Risk means probability of failure,risk can be positive or negative in the context of environment and uncertainty is due to lack of information at times. Quantitatively and qualitatively risk can be measured.Economy and social factors are driving any startup.Balanced scorecard could be the better tool for tracking business.
In contrast to uncertainty, risk can be studied and analysed. A good start-up knows its risk profile. Regarding the question what variables are good risk indicators, the answer depends on which risk we are talking about. When talking about credit risk (risk of default), the typical indicators are credit ratings or any variables typically used by credit agency, such as leverage ratio, debt amount, growth rate, etc. Especially for start ups, operational risk (risk related to business operation) tends to be quite low (exceptions exist) but liquidity risk (risk of not having liquid assets when needed) tends to be high. Possible variables for those are rate of automatisation, realised cost due to legal disputes; or ratio of liquid to non-liquid assets and many more. I'm not trying to list every possible risks with every possible measures. The point is you need to identify concretely what kind of risk first, then find measures appropriate to it.
On the other hand, measuring uncertainty is a very difficult task, since it is not observable. I will refer to the Knightian uncertainty principle. Uncertainty is not measurable in contrast to risk. While trying to identify uncertainty is the ideal way to understand a business, having to deal with uncertainty is a real pain. When your goal is to measure the probability of success or profitability or even growth, incorporating uncertainty will only bias your result. However, when the ultimate goal is to identify the worst possible case in the business, then uncertainty is something to deal with.
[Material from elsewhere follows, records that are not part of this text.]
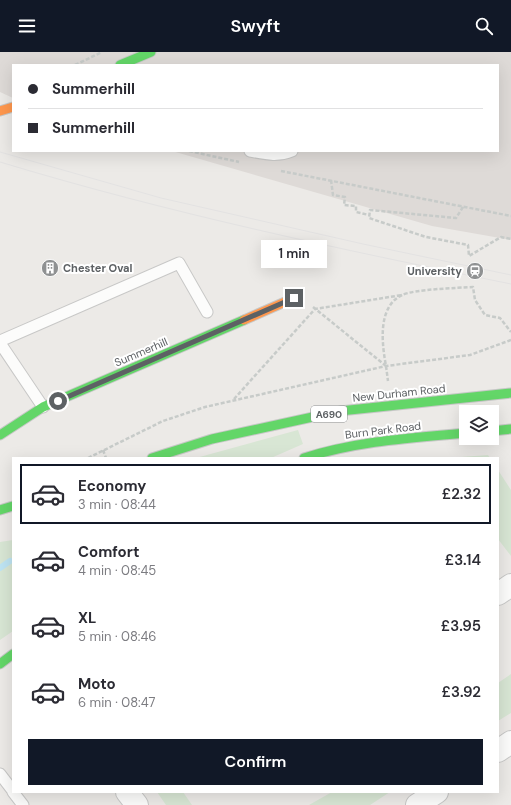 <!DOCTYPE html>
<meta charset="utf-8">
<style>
:root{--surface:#fff;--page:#f2f2f3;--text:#2b2b33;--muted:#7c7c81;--line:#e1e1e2;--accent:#111827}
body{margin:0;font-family:"DM Sans",sans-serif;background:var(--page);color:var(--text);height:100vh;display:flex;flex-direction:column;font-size:15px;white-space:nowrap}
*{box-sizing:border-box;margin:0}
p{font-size:13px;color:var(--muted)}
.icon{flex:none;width:22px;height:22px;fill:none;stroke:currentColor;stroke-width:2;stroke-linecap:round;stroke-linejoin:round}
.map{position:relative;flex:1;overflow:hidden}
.sheet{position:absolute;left:12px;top:405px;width:487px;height:336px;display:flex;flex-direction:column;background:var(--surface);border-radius:0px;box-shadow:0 4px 16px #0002}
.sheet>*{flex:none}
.top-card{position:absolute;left:12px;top:12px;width:487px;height:88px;border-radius:0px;box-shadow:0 4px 16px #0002;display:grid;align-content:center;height:88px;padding:0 16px;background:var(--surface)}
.buttons{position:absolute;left:459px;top:353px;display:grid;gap:8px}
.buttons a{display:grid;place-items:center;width:40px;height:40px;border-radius:0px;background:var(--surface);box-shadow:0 4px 16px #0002;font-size:20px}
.end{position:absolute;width:18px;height:18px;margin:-9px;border:5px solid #5d6164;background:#fff;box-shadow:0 0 0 2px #fff}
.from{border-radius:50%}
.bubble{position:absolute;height:28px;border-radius:0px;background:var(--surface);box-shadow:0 4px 16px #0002;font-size:13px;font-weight:600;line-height:28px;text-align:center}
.top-card b{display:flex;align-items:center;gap:14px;height:38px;font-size:15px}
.top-card b+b{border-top:1px solid var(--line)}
.top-card i{width:10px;height:10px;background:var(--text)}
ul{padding:7px 0 0;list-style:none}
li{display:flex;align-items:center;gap:12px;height:60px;margin:0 8px 6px;padding:0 8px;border:2px solid transparent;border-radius:0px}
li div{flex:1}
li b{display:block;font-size:15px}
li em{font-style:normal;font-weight:600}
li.on{border-color:var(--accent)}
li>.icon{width:36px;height:36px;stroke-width:1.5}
.action{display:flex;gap:8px;margin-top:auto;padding:8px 16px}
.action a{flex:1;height:46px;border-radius:0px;background:var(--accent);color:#fff;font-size:16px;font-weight:600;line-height:46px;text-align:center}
header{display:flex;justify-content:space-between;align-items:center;height:52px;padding:0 16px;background:var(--accent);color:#fff;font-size:18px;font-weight:600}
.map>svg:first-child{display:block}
.education{fill:#dedad7}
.green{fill:#d8e6d4}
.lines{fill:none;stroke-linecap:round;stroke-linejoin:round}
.stream{stroke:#bee4f3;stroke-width:6}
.lane-casing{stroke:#c8c8c7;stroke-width:13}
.street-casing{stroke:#c8c8c7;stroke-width:24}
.fast-casing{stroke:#c6c7c6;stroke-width:11}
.slow-casing{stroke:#c6c7c6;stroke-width:11}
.path{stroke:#c7cbc9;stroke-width:2.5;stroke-dasharray:4 2;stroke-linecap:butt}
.lane{stroke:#fcfcfb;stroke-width:11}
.street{stroke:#fcfcfb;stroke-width:22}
.fast{stroke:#63d668;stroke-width:9}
.slow{stroke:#ff974d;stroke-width:9}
.tram{stroke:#e3e2e2;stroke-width:1}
.route{stroke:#5d6164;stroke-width:5}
.labels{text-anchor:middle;stroke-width:4;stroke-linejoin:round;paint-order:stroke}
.shield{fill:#fff;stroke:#8e9092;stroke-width:1}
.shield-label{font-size:10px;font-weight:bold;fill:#5d6164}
.poi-label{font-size:11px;font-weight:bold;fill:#5d6164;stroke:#fff;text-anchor:start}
.street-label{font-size:11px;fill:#5d6164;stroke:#fff}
</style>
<header><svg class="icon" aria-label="menu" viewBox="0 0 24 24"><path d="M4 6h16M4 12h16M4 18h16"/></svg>Swyft<svg class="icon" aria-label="search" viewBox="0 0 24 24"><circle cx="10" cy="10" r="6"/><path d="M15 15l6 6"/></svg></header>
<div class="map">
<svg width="511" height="753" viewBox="0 0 511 753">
<rect width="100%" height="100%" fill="#eceae7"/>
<path class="education" d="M 0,0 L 511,0 L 511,188 L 432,174 L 172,99 L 498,99 L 498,13 L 13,13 L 13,46 L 0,40 Z"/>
<path class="green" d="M 298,378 L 303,392 L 271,406 L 196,406 Z
M 488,403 L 490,406 L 447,406 Z
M 498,418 L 511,438 L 511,504 L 498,487 Z
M 13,488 L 13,579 L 0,588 L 0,490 Z
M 511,622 L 511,661 L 498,669 L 498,631 Z
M 157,740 L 183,740 L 192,753 L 166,753 Z
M 332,740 L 390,740 L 370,753 L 309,753 Z"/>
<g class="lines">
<path class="stream" d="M 0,516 L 10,509"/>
<defs>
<path id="lane" d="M 250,99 C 266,102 277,105 292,99
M 0,289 L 179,211 L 207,260
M 0,291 L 43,355
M 0,722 L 13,739
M 13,740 L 23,753"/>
<path id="street" d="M 498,542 L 511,533
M 498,699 L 511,690
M 127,740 L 137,753
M 417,753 L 437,740"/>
<path id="fast" d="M 120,13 L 151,0
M 492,379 L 511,377
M 0,383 L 43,355 L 244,268
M 152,406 L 212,387 L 340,359 L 511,341
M 304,406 C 357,389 411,386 466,381
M 0,458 L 13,454
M 0,612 L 13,602"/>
<path id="slow" d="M 0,59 L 13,55
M 244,268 L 294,246"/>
</defs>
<use href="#lane" class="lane-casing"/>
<use href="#street" class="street-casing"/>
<use href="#fast" class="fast-casing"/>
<use href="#slow" class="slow-casing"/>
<path class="path" d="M 75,13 L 102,0
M 189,99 L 239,110
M 281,119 L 511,164
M 331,128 L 333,143 L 345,145 L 344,153 L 356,154 L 356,160 L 369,163
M 463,155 L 456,166 L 370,158 L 369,166 L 426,185 L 468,193 L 469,204 L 501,185 L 511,187
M 313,255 L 386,314 C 382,292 377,255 402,243 C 415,237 458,236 473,235 L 475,248 L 485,263 L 500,266 L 511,280
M 386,314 L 388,329
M 234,347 L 315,257 L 402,243
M 103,398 L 106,406
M 88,406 L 163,369 L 205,355 L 386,314 L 470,303 L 511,288"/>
<use href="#lane" class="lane"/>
<use href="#street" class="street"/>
<use href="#fast" class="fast"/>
<use href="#slow" class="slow"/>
<path class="tram" d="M 0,100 L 161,146 L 363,192 L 511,223
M 0,110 C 168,161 339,197 511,232"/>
</g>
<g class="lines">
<path class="route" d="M 58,349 L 294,246"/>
</g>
<defs>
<symbol id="building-disc" viewBox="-11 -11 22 22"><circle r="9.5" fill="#8f9192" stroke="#fff"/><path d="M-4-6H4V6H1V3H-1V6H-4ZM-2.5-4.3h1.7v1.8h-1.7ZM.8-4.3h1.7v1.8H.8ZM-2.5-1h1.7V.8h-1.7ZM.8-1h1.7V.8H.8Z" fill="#fff"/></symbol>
<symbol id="station-disc" viewBox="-11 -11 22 22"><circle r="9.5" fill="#8f9192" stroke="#fff"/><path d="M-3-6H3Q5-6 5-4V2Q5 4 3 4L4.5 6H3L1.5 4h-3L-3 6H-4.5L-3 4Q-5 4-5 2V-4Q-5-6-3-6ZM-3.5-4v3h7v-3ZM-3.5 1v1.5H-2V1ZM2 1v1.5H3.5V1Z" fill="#fff"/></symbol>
</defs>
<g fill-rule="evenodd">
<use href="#building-disc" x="40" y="206" width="20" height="20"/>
<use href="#station-disc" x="465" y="209" width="20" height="20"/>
</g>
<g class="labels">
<rect class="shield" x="311" y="354" width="36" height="16" rx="3"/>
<g class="shield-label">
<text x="329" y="366">A690</text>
</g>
<g class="poi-label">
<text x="63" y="220">Chester Oval</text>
<text x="462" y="223" text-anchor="end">University</text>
</g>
<g class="street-label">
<text transform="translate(141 300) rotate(-23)" y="4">Summerhill</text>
<text transform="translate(399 341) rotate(-6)" y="4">New Durham Road</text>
<text transform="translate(383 378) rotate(-7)" y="4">Burn Park Road</text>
</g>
</g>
</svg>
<div class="buttons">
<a><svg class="icon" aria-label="layers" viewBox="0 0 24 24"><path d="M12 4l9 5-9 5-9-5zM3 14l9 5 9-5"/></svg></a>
</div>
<i class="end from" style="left:58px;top:349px"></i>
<i class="end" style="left:294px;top:246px"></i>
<div class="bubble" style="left:261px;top:188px;width:66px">1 min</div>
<div class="top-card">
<b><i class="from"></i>Summerhill</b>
<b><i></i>Summerhill</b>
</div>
<section class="sheet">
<ul>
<li class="on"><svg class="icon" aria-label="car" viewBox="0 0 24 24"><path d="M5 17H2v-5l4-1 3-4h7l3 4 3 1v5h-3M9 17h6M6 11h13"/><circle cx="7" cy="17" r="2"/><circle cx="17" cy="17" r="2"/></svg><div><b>Economy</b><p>3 min · 08:44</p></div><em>£2.32</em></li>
<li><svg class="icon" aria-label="car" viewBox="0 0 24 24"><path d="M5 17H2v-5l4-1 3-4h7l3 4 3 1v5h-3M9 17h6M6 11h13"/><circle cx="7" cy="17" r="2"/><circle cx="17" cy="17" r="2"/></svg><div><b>Comfort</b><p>4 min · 08:45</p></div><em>£3.14</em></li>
<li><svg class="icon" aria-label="car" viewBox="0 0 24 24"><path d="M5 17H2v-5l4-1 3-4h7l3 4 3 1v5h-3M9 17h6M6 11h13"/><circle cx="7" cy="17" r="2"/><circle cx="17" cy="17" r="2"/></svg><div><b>XL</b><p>5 min · 08:46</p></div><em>£3.95</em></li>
<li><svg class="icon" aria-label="car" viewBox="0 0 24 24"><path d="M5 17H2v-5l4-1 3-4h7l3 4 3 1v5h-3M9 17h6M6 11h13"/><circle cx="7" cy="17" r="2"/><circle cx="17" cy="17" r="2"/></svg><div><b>Moto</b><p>6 min · 08:47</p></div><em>£3.92</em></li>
</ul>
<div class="action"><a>Confirm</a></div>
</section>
</div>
Brian Barnard , it is simply because (Knightian) uncertainty is defined that way. While the word itself may refer to events with particular probability, this may not be differentiable from "risk". Frank Knight (1921) refered "uncertainty" as fundamental uncertainty, i.e. the limit or lack of knowledge. "Uncertainty" is a notion to describe black swan events, while "risk" does not. This is per definition unmeasureable.
If you still disagree, I am genuinely interested on your suggestion how to measure uncertainty.
Without making this question about the difference between risk and uncertainty, I will refer to existing discussion on risk vs uncertainty in another RG question and its useful comments.
given that the most prominent factor here is likely sales or income/ profit, note what a typical profit distribution would look like for a SME, and then expand it to a progression over a number of years...
Thanks for your answers @ Brain Barnard, Christopher Imanto and Abhay Patil. Prof. Knight stated that risks (also known as foreseeable risks) are associated with probabilities while uncertainties have no probabilities because they are Unforeseeable risks and should be the main function of an entrepreneur (to bear them).
My opinion is that with insurance even the uncertainty risks can be taken care of or transferred.